Aim of the task
Lines containing the string "strokeStyle": how many are there below? Answer with the number only.

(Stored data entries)
________
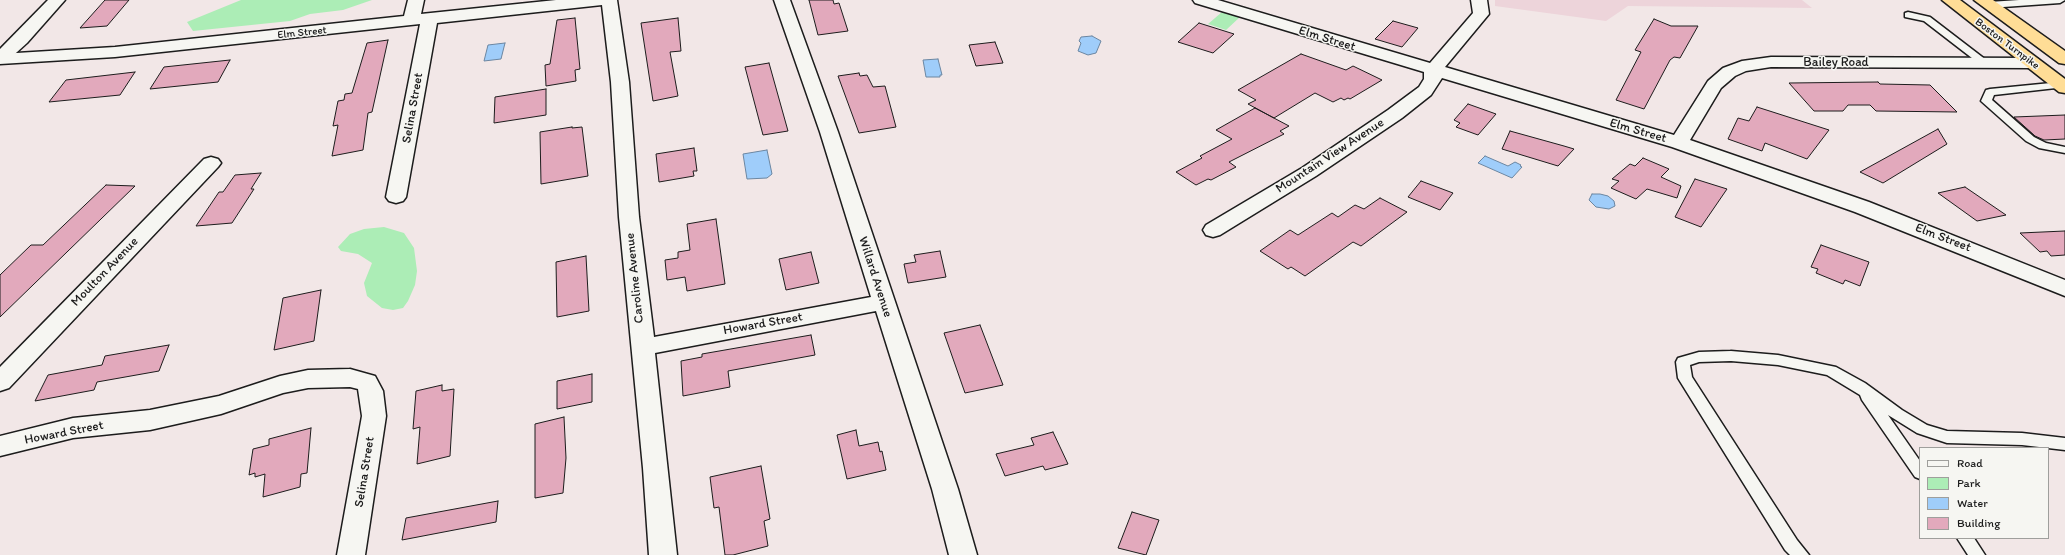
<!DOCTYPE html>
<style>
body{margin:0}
#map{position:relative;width:2065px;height:555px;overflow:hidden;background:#f2e7e7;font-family:Itim,sans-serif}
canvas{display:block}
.legend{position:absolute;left:1919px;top:447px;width:130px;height:92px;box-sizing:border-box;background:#f6f6f2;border:1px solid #9f9f9c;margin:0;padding:5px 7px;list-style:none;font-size:12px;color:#1c1c1c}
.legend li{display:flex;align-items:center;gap:8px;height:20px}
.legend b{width:20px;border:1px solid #9f9f9c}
</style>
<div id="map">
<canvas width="2065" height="555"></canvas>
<ul class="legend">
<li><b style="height:5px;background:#f6f6f2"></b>Road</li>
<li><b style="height:11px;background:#acedb6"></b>Park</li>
<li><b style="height:11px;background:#9fcdfa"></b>Water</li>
<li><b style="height:11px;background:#e2a9bc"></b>Building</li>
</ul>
</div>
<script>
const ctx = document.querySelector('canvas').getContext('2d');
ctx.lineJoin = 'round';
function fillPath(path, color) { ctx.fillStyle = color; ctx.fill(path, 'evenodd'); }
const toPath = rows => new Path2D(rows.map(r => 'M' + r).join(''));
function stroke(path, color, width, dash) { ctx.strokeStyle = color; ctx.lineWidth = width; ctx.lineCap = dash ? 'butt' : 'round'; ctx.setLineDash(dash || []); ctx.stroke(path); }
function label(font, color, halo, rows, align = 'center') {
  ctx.font = font + ' Itim,sans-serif'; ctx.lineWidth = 3; ctx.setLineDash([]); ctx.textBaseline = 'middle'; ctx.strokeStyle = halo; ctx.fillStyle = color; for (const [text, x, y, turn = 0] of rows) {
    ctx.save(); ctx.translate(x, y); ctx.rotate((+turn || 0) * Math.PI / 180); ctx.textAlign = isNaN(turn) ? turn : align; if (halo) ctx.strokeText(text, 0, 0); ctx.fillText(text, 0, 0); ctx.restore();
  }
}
fillPath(toPath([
 [1495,0,1802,0,1812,8,1628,6,1606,21,1495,6]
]), '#edd4da');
fillPath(toPath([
 [241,0,372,0,343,10,310,14,290,21,193,31,187,22],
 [1222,12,1240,17,1226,30,1208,24],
 [384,227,404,233,414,248,417,271,415,285,408,301,403,308,393,310,382,308,367,296,364,283,372,263,358,254,341,251,338,247,350,234,364,229]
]), '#acedb6');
const water = toPath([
 [1092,36,1101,41,1096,53,1088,55,1078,51,1081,43,1079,41,1081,37,1092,36],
 [505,43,501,59,484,61,488,45,505,43],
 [938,59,942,75,940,75,940,77,926,77,923,60,938,59],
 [767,150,772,174,767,178,747,179,743,154,767,150],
 [1485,156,1508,166,1515,162,1521,165,1520,166,1522,167,1512,178,1478,163,1485,156],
 [1592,194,1600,194,1608,196,1614,201,1615,206,1609,209,1596,207,1589,200,1592,194]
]);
fillPath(water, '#9fcdfa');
stroke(water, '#6b86a1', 1);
const building = toPath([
 [105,0,129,0,107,26,80,28,105,0],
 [809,0,833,0,834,4,839,3,848,31,818,35,809,0],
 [575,18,580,69,575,70,576,81,546,86,545,65,550,64,557,20,575,18],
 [678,18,681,51,670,52,678,96,653,101,641,23,678,18],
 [1654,19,1671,26,1698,26,1680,58,1674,57,1670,60,1644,109,1616,100,1641,52,1635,50,1654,19],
 [1393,21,1418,28,1402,47,1375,39,1393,21],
 [1199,23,1234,34,1213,53,1178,42,1199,23],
 [388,40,372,112,368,113,363,150,332,156,338,125,333,126,338,101,344,100,345,94,352,93,367,43,388,40],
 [995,42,1003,63,976,66,969,45,995,42],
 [1301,54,1346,70,1353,66,1382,80,1350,99,1348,98,1344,100,1341,98,1333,102,1315,93,1274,118,1248,104,1256,100,1238,90,1301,54],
 [230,60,218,82,150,89,164,67,230,60],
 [769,63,788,131,763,135,745,67,769,63],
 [135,72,120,95,49,102,66,80,135,72],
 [859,73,860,76,867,75,873,87,885,86,896,127,859,133,838,76,859,73],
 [1878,82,1880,84,1930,85,1957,112,1876,111,1870,105,1848,105,1843,111,1814,111,1789,83,1878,82],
 [546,89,546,115,494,123,495,97,546,89],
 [1468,104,1496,114,1478,135,1456,127,1460,123,1454,120,1468,104],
 [1757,107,1829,130,1807,159,1765,143,1762,151,1728,139,1738,118,1749,121,1757,107],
 [1255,108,1289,126,1280,131,1284,134,1229,162,1236,167,1211,180,1208,179,1196,185,1176,172,1202,158,1200,156,1232,139,1216,130,1255,108],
 [2065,115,2065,139,2044,140,2035,136,2014,117,2065,115],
 [572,127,572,128,582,127,588,176,541,184,540,132,572,127],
 [1938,129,1947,144,1883,183,1860,172,1938,129],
 [1510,131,1564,146,1574,149,1558,166,1502,149,1510,131],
 [694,148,697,171,693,171,694,176,659,182,656,154,694,148],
 [1643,158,1669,169,1661,177,1681,186,1677,198,1647,189,1636,199,1611,188,1619,181,1612,179,1630,164,1635,166,1643,158],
 [261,173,251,189,254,189,232,223,196,226,219,192,223,192,235,175,261,173],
 [1695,179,1727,189,1701,227,1675,217,1695,179],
 [1421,181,1453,193,1440,210,1408,197,1421,181],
 [106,185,135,186,0,317,0,275,31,245,43,245,106,185],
 [1965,187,2006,215,1977,221,1938,193,1965,187],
 [1380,198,1407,212,1361,246,1353,242,1305,276,1291,267,1288,269,1260,251,1290,230,1298,235,1332,213,1338,217,1355,205,1364,209,1380,198],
 [716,219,725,284,687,291,685,277,667,280,665,260,678,258,678,252,690,250,687,224,716,219],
 [2065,231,2065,255,2051,256,2047,251,2040,252,2020,233,2065,231],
 [1821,245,1869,262,1860,286,1845,280,1843,284,1816,273,1818,269,1811,267,1821,245],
 [940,251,946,277,908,283,904,264,916,262,914,255,940,251],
 [811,252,819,283,786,290,779,259,811,252],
 [586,256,589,311,557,317,556,262,586,256],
 [321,290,314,341,274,350,283,298,321,290],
 [980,325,1003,385,965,393,944,333,980,325],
 [811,335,815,355,728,371,730,387,683,396,681,361,702,357,702,354,811,335],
 [169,345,159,371,97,382,94,390,35,401,48,375,102,365,105,356,169,345],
 [592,374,592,402,557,409,557,381,592,374],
 [442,385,442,391,454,389,450,456,417,464,420,427,413,429,416,391,442,385],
 [564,417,566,458,563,493,535,498,535,424,564,417],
 [311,428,307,473,301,474,300,487,263,497,265,474,255,477,255,473,249,475,253,449,269,445,269,439,311,428],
 [856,430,859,446,878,442,880,452,882,451,886,470,847,479,837,435,856,430],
 [1053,432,1068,464,1045,470,1043,466,1005,476,996,454,1034,445,1031,438,1053,432],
 [761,466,770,519,764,521,768,546,733,555,725,555,719,507,714,508,710,477,761,466],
 [498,501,496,522,402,540,406,518,498,501],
 [1132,512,1159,520,1146,555,1118,548,1132,512]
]);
fillPath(building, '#e2a9bc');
stroke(building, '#1c1c1c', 1);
const service = toPath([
 [2019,0,2065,0,2060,3,1989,8,1984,5,1989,2,2019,0],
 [1908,12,1930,17,1990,63,1989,65,1981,65,1924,21,1905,17,1905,13,1908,12],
 [2061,82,2065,83,2065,87,1994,95,1992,100,2034,137,2046,143,2065,147,2065,153,2039,148,2026,141,1981,101,1986,90,1990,89,2061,82],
 [1731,351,1778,355,1836,367,1865,383,1902,410,1927,425,1947,431,2022,433,2065,438,2065,450,2022,445,1947,443,1917,433,1888,415,1920,461,1920,479,1915,477,1862,400,1860,395,1827,375,1778,365,1731,361,1699,362,1690,365,1692,377,1797,540,1809,555,1790,555,1785,550,1678,378,1676,362,1678,358,1699,352,1731,351],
 [1957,538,1974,538,1985,555,1968,555,1957,538]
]);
const minor = toPath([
 [408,0,424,0,421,14,556,0,617,0,629,82,639,217,654,337,871,297,820,132,774,0,790,0,838,132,958,489,977,555,949,555,932,489,876,311,655,353,677,555,649,555,643,468,619,217,611,82,602,5,437,23,406,197,403,201,396,203,389,201,386,197,420,24,115,57,0,64,0,54,115,47,404,16,408,0],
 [1193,0,1218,0,1430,63,1473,13,1471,0,1487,0,1489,14,1445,67,1674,135,1708,81,1723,68,1742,61,1771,57,2032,58,2038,59,2041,63,2038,67,2032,68,1771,67,1746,71,1735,76,1721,88,1690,140,1869,202,2065,280,2065,296,1855,212,1672,147,1442,78,1431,95,1402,118,1316,176,1220,235,1213,237,1206,235,1203,230,1206,225,1302,168,1388,110,1419,87,1424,79,1424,72,1195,3,1193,0],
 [211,157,218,159,221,163,218,167,9,388,0,391,0,367,204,159,211,157],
 [350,369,375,376,383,391,386,416,365,555,337,555,362,416,358,389,350,387,308,388,283,393,221,414,150,430,73,438,0,456,0,436,73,418,150,410,219,396,280,376,308,370,350,369]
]);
const tertiary = toPath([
 [48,0,65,0,27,43,6,62,0,63,0,49,48,0]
]);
const trunk = toPath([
 [1942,0,1960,0,2065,79,2065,93,2059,92,1942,0],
 [1974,0,1993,0,2065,51,2065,64,2059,63,1974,0]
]);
stroke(service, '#1c1c1c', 3);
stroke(minor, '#1c1c1c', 3);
stroke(tertiary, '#1c1c1c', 3);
stroke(trunk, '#1c1c1c', 3);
fillPath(service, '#f6f6f2');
fillPath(minor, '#f6f6f2');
fillPath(tertiary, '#f6f6f2');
fillPath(trunk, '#ffdd96');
label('11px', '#1c1c1c', '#f6f6f2', [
 ["Elm Street",302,33,-6],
 ["Boston Turnpike",2007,44,37]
]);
label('13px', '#1c1c1c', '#f6f6f2', [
 ["Elm Street",1327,39,17],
 ["Bailey Road",1836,63],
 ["Selina Street",413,108,-80],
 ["Elm Street",1638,131,16],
 ["Mountain View Avenue",1330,156,-33],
 ["Elm Street",1943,238,21],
 ["Moulton Avenue",105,272,-46],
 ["Willard Avenue",875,277,72],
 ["Caroline Avenue",635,278,-96],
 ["Howard Street",763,324,-10],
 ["Howard Street",64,433,-11],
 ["Selina Street",365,472,-81]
]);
</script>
________
Exercise result
2